One approach suggests that a respectable figure is one that is ‘meaningful, in the sense that it would provide a means to make a tangible difference in their [survivors’] lives’ (Royal Commission into Institutional Responses to Child Sexual Abuse 2015a: 151). There are different ways to understand what a ‘tangible difference’ might entail. From a material perspective, redress could, ‘help survivors rebuild their lives’ by making a noticeable difference in how they live (The Royal Commission of Inquiry into Historical Abuse in State and Faith-Based Care 2021: 304–5). As a good effort, the £10,000 base payment in Scottish Redress is 36 per cent of that nation’s £27,716 median average household income (Congreve and Mitchell Reference Congreve and Mitchell2021) and 6 per cent of the 2021 average Glaswegian house price of £159,0000 – just enough for a down payment (HomeCo 2021). By contrast, AUD$7,000 was 11 per cent of the Queensland’s 2011 median income of AUD$63,804 (Queensland Treasury 2017) and 1.5 per cent of the 2010 median house price (AUD$460,919) in Brisbane (Clegg Reference Clegg2019). The reference to housing is merely illustrative. While a route to a secure home is one way redress could make a tangible difference, policymakers should co-develop adequate base values with survivors. Ideally, all eligible survivors would get a base payment. Pre-screening should eliminate clearly fraudulent or duplicate applications, but otherwise any survivor injured in care should be eligible for a base payment. No one should receive a zero award.

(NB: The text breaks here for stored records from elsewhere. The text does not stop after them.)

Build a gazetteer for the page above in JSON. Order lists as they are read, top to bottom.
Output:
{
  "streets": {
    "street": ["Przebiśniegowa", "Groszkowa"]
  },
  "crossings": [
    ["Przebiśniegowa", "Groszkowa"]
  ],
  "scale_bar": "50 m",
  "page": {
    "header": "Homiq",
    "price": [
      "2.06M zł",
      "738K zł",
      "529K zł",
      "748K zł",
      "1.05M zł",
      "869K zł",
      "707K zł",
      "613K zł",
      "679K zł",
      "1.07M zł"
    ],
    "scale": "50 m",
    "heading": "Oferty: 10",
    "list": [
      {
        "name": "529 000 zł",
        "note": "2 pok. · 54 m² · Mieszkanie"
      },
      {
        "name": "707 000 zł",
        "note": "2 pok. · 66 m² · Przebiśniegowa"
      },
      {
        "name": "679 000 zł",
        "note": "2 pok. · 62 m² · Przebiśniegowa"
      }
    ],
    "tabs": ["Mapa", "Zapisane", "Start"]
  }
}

To conclude, programmes must explain how they appraise injuries. The processes through which policymakers derive values should be accessible, transparent, publicly justified, and include survivors. While setting values upon injurious experiences will be contentious and difficult, programmes should make credible efforts to explain and justify the values they offer. That said, there are advantages to both survivors and states if programmes are somewhat rough when calibrating payments. There are obvious trade-offs as programmes approach the regulative ideal of full compensation. However, good participatory programme design could work towards acceptable outcomes. Policymakers should consider providing multiple avenues for redress wherein lower payments come from roughly assessed and lower cost processes. In addition, survivors can choose more nuanced pathways to fuller compensation.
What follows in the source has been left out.